Task prompt: Count the lines in the entries that contain "Give". Say the number and nothing more.

Records excerpted from a collection
--- START ---
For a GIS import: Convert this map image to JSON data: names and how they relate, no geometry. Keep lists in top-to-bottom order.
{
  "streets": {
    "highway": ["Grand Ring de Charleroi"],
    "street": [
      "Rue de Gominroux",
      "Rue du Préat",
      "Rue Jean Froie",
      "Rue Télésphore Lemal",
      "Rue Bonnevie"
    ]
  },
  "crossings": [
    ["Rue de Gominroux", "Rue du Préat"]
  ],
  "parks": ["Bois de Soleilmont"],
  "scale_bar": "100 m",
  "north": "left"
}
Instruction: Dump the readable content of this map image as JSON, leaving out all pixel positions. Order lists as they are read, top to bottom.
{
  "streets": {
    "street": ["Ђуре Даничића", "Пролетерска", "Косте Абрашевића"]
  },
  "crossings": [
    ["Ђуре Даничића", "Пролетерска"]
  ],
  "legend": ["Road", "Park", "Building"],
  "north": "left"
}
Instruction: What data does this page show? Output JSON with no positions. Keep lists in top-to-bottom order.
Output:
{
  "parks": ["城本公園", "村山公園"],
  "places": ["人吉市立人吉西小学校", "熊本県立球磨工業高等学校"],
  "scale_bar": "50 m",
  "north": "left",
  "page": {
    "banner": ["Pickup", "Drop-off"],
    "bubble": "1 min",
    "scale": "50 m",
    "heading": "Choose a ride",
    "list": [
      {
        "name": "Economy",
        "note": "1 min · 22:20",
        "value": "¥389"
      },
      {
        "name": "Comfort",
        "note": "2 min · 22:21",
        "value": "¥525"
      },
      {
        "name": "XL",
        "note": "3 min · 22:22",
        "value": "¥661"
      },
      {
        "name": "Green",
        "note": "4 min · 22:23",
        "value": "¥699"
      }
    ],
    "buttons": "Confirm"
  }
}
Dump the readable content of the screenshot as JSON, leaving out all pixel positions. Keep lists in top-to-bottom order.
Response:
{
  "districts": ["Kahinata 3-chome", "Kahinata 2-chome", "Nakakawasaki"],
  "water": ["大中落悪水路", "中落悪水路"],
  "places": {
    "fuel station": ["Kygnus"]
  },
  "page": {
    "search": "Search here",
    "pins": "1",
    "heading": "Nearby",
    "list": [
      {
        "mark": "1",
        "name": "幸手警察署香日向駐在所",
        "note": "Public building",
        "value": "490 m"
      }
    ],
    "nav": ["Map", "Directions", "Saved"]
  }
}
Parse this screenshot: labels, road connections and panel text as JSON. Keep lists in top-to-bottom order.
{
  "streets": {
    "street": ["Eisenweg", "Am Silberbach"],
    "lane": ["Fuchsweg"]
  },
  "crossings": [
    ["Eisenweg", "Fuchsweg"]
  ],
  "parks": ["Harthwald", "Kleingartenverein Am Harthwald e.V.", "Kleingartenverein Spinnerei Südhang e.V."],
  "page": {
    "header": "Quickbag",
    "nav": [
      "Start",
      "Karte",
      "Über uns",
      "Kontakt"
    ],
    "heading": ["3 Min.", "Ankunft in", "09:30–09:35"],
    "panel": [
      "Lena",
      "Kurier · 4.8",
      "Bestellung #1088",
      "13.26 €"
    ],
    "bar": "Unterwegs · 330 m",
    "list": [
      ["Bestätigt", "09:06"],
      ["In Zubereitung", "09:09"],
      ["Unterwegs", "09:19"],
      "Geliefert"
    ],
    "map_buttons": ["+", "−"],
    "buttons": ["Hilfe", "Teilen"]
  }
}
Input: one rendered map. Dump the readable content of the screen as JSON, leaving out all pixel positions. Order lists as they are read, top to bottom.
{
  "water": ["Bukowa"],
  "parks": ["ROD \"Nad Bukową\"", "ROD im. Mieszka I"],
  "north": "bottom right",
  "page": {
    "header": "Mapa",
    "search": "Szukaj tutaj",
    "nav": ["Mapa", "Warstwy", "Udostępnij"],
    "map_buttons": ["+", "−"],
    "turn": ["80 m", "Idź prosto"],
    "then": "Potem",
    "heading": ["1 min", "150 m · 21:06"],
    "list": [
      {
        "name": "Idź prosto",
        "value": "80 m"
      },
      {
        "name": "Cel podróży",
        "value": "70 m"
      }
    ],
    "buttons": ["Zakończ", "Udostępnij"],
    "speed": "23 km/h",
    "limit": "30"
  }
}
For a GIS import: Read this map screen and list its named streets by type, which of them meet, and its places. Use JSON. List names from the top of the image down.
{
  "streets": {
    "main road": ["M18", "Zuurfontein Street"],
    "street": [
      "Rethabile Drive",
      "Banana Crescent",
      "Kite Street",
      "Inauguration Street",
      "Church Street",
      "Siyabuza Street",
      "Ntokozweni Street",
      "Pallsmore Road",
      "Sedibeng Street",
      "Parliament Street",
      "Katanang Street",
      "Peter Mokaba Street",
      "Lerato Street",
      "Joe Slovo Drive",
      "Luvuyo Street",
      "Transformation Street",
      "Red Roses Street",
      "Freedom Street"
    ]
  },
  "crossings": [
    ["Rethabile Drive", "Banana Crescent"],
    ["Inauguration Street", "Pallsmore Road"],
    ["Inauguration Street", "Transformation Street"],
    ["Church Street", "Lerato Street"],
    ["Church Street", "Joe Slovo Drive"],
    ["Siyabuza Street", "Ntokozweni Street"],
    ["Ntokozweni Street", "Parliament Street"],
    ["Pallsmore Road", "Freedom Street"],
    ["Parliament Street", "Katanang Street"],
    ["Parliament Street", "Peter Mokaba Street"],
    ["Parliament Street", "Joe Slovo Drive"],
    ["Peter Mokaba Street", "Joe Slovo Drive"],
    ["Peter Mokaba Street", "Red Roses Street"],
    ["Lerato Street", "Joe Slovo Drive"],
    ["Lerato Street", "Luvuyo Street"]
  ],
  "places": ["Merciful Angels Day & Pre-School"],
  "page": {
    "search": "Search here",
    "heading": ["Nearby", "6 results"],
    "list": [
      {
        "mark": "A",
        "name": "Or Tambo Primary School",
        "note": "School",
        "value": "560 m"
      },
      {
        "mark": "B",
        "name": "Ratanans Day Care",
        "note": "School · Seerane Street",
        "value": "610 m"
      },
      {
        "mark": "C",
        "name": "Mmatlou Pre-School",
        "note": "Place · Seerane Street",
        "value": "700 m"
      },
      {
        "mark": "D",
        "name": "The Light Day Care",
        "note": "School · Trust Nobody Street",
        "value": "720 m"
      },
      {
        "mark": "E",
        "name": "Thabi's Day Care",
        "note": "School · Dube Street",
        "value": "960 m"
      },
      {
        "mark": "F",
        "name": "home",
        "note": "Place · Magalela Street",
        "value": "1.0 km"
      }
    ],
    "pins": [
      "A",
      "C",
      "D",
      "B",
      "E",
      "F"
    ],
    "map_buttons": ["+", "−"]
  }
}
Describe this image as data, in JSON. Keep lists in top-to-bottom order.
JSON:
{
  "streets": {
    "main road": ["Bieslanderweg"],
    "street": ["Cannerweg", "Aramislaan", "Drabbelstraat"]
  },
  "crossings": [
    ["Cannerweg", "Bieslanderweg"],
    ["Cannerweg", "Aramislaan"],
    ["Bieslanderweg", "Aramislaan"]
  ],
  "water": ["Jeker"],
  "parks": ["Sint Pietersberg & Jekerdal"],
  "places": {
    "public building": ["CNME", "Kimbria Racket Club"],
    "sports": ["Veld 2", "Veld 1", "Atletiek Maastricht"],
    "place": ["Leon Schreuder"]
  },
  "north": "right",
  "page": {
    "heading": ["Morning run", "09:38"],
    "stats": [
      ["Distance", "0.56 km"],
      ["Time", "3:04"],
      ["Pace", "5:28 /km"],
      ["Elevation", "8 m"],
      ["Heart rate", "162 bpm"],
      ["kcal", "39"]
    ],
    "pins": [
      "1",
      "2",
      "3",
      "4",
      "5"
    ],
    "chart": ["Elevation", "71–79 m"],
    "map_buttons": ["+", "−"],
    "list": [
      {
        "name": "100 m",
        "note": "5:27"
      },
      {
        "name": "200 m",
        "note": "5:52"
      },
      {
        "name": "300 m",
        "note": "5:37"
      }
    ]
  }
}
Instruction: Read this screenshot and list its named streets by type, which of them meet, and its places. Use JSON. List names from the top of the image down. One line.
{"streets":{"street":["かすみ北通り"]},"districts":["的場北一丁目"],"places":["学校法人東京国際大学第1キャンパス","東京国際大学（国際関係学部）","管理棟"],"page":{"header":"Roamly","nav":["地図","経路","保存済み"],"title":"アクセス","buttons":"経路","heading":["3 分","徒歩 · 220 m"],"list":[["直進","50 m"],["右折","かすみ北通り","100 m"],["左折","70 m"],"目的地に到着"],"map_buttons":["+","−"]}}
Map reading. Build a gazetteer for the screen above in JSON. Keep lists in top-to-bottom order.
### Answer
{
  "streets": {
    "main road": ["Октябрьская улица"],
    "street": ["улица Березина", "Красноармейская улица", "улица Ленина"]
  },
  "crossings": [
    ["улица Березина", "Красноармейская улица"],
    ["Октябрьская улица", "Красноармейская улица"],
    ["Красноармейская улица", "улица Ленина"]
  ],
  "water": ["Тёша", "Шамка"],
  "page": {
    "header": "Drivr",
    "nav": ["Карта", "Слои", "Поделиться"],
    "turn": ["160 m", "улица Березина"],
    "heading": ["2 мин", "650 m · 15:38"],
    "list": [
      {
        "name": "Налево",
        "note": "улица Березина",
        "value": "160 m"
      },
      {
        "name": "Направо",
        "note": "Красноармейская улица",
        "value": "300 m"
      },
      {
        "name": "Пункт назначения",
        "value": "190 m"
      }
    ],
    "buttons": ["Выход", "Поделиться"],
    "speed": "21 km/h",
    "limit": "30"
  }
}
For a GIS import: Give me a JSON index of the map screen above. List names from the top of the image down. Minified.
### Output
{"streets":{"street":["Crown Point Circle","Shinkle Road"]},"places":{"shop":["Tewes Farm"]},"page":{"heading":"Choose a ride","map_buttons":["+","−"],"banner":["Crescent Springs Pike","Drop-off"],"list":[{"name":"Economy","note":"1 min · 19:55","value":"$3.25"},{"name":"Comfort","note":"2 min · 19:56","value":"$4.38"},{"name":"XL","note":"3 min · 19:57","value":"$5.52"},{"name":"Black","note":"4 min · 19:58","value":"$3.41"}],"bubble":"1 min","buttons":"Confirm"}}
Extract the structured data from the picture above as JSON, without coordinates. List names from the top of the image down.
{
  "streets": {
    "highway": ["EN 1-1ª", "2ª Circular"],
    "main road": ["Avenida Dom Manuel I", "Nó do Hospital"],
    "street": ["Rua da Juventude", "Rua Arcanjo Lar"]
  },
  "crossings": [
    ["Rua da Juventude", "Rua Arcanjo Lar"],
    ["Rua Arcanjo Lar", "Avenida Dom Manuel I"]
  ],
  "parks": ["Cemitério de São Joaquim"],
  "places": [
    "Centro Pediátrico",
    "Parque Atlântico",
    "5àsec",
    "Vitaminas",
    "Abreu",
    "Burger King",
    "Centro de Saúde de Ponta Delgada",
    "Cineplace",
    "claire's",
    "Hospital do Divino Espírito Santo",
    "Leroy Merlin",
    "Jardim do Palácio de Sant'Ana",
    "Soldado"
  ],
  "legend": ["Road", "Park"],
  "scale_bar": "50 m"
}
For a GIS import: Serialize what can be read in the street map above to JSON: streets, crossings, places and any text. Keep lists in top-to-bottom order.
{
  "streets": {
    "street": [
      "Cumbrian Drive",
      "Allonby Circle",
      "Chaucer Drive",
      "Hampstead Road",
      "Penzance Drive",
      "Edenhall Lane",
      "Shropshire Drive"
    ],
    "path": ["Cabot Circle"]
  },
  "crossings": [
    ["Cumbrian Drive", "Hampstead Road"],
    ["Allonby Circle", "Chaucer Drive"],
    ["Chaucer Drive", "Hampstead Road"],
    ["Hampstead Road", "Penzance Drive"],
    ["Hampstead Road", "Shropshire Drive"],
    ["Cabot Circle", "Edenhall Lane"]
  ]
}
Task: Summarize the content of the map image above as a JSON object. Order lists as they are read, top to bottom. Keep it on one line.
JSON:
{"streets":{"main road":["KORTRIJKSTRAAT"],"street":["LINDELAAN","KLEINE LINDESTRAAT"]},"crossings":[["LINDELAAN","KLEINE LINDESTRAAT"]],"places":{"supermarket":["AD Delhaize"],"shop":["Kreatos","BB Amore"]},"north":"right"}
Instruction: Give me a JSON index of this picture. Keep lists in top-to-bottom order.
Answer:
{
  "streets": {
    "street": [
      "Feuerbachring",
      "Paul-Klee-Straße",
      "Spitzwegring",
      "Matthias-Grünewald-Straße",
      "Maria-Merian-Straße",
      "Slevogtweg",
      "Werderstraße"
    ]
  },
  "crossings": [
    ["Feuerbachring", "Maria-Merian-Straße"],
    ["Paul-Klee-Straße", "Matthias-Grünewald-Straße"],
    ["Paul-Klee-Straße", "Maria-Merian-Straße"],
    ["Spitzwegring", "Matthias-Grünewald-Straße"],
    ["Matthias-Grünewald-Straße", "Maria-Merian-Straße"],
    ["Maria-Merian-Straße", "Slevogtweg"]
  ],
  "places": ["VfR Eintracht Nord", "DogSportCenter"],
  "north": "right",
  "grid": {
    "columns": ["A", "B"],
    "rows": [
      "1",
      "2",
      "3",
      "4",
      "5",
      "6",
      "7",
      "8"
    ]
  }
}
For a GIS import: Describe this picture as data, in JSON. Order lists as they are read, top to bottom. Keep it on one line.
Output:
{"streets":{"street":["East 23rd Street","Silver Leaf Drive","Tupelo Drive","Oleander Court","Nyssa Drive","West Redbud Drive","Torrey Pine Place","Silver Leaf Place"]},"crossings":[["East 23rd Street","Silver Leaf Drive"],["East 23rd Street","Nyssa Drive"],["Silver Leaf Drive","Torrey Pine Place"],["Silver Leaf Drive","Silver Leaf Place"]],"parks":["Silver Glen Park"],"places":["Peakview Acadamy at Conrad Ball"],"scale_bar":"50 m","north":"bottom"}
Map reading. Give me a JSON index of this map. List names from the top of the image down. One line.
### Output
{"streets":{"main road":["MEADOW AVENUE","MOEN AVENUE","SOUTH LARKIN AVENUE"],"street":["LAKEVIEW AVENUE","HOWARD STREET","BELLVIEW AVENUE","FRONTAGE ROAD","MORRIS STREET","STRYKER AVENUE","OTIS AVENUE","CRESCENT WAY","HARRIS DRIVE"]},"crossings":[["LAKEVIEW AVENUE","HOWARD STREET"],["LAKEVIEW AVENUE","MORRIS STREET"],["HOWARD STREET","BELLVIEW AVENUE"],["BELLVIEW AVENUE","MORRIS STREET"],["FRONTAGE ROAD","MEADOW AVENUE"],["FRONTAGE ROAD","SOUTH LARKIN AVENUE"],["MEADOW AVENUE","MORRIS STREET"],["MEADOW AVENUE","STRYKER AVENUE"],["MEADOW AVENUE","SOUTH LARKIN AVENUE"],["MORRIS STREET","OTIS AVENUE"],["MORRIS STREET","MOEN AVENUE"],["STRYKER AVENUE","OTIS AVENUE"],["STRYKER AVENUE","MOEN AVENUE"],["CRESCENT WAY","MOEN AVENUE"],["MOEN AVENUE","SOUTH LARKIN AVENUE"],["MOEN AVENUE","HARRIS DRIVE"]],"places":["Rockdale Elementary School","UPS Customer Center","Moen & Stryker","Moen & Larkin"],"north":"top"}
--- END ---
Response to this task: 3